Your task is to find every line in the records that holds the string "home" and copy it.

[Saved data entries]
BEGIN
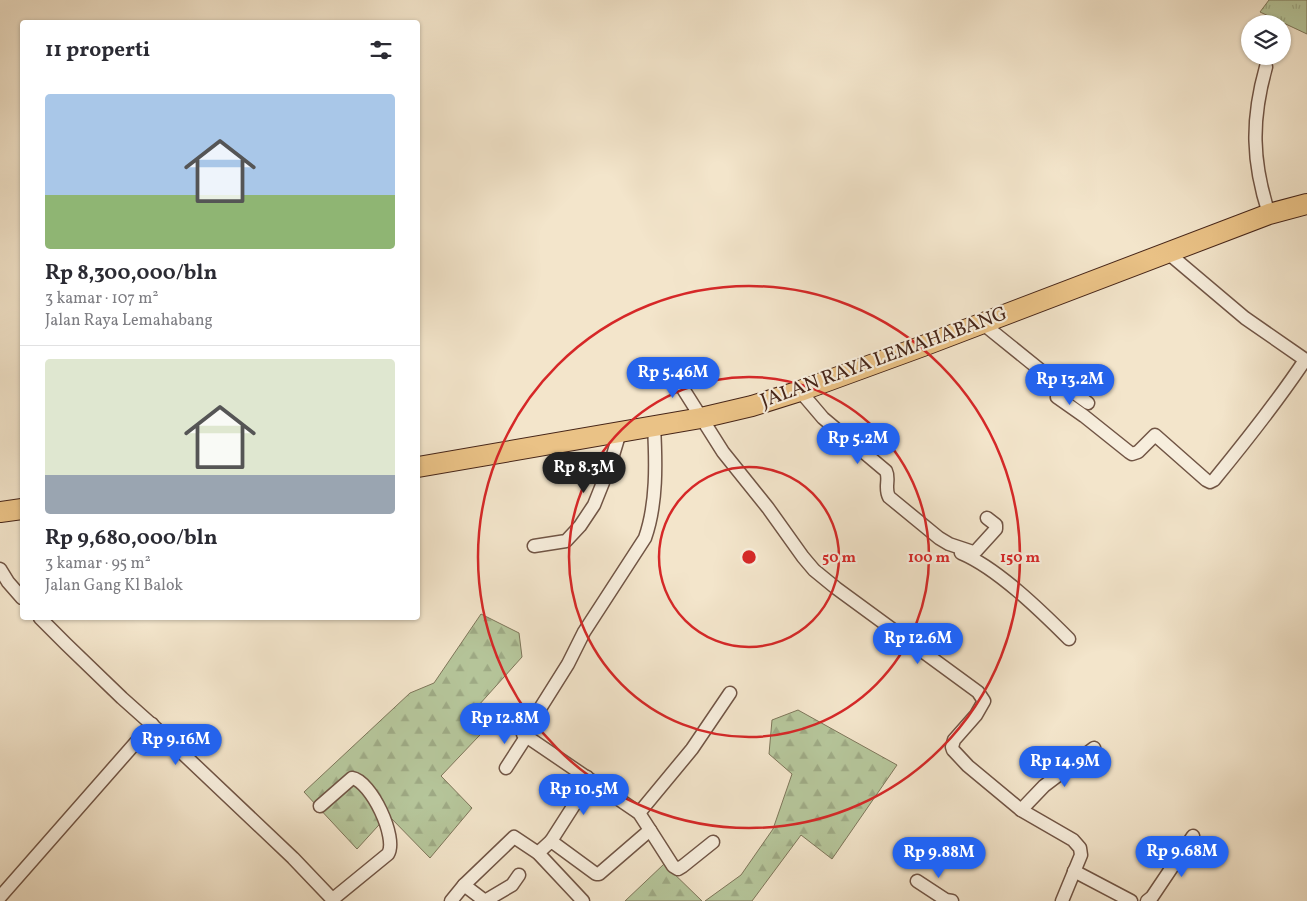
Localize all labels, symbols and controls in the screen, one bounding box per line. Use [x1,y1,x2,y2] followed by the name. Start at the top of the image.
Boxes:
[1241,15,1291,65] map controls
[1241,15,1291,65] button: layers
[45,36,150,65] text: 11 properti
[367,36,395,64] icon: filters
[175,126,265,216] icon: home
[45,259,217,288] text: Rp 8,300,000/bln
[45,288,158,310] text: 3 kamar · 107 m²
[757,300,1011,416] street label: JALAN RAYA LEMAHABANG
[45,310,213,332] text: Jalan Raya Lemahabang
[621,356,725,399] pin: Rp 5.46M
[638,362,708,384] text: Rp 5.46M
[1018,364,1122,406] pin: Rp 13.2M
[1036,369,1104,391] text: Rp 13.2M
[175,392,265,482] icon: home
[812,422,904,465] pin: Rp 5.2M
[828,428,888,450] text: Rp 5.2M
[538,452,630,494] pin: Rp 8.3M
[554,457,614,479] text: Rp 8.3M
[45,524,218,553] text: Rp 9,680,000/bln
[740,548,758,566] centre of rings
[822,548,856,569] text: 50 m
[908,548,951,569] text: 100 m
[1000,548,1040,569] text: 150 m
[45,553,151,575] text: 3 kamar · 95 m²
[45,575,183,597] text: Jalan Gang Kl Balok
[866,622,970,665] pin: Rp 12.6M
[884,628,952,650] text: Rp 12.6M
[453,702,557,745] pin: Rp 12.8M
[471,708,539,730] text: Rp 12.8M
[124,724,228,766] pin: Rp 9.16M
[142,729,210,751] text: Rp 9.16M
[1013,746,1117,788] pin: Rp 14.9M
[1030,751,1100,773] text: Rp 14.9M
[532,774,636,816] pin: Rp 10.5M
[550,779,618,801] text: Rp 10.5M
[887,836,991,879] pin: Rp 9.88M
[1130,836,1234,878] pin: Rp 9.68M
[1147,841,1217,863] text: Rp 9.68M
[904,842,974,864] text: Rp 9.88M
END
PROBLEM SOLUTION
[175,126,265,216] icon: home
[175,392,265,482] icon: home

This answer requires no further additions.